Internals | Lambda Smalltalk

Architecture Overview

Lambda Smalltalk combines multiple optimization techniques to achieve performance competitive with LuaJIT and Node.js V8.

Cranelift JIT

Hot methods are automatically compiled to native code using Cranelift, the same backend used by Wasmtime and Rust's alternative codegen.

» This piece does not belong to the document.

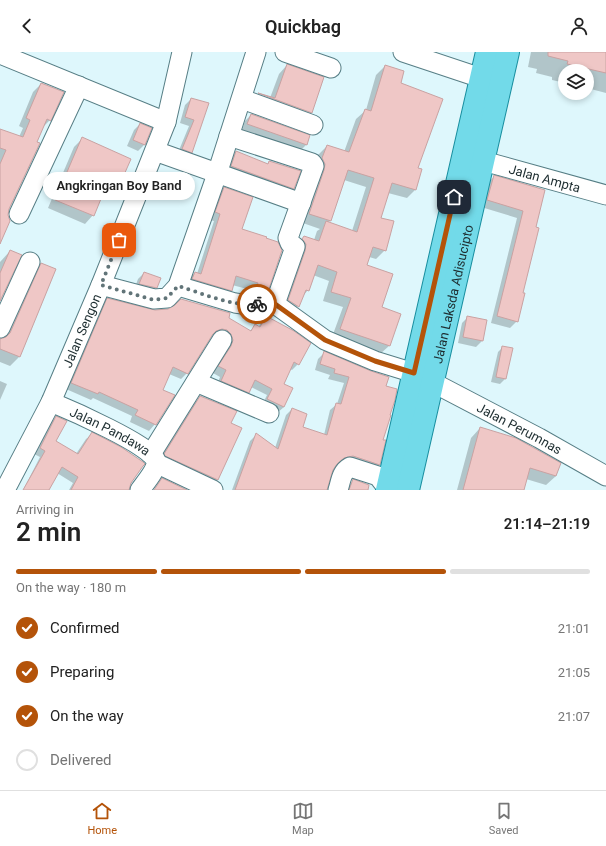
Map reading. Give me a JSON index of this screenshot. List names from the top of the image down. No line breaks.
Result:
{"streets":{"main road":["Jalan Laksda Adisucipto"],"street":["Jalan Ampta","Jalan Sengon","Jalan Perumnas","Jalan Pandawa"]},"crossings":[["Jalan Ampta","Jalan Laksda Adisucipto"],["Jalan Laksda Adisucipto","Jalan Perumnas"],["Jalan Sengon","Jalan Pandawa"]],"places":["Angkringan Boy Band"],"page":{"header":"Quickbag","bubble":"Angkringan Boy Band","heading":["2 min","Arriving in","21:14–21:19"],"bar":"On the way · 180 m","list":[["Confirmed","21:01"],["Preparing","21:05"],["On the way","21:07"],"Delivered"],"tabs":["Home","Map","Saved"]}}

Hot method detection: Methods called 10+ times trigger JIT compilation
Cross-platform: x86-64, ARM64, RISC-V
Speculative execution: Overflow checks with fast-path optimization

Fast Path (no overflow):
  sadd_overflow a, b -> (result, overflow_flag)
  brif overflow_flag -> deopt
  tag result as SmallInteger
  continue

Deoptimization (overflow):
  save all registers to frame
  return DEOPT sentinel with resume IP

Branch prediction makes overflow checks nearly free while preserving Smalltalk's unlimited precision integer semantics.

True Deoptimization

When JIT-compiled code encounters overflow or non-SmallInteger arguments, it performs true deoptimization (LuaJIT-style):

Save register state to the current frame
Record resume IP — the exact bytecode instruction where overflow occurred
Return DEOPT sentinel to the VM
Interpreter resumes at the saved IP with full LargeInteger support

This is different from naive "restart the method" approaches. Lambda Smalltalk resumes execution at the exact point where JIT failed, preserving all intermediate results.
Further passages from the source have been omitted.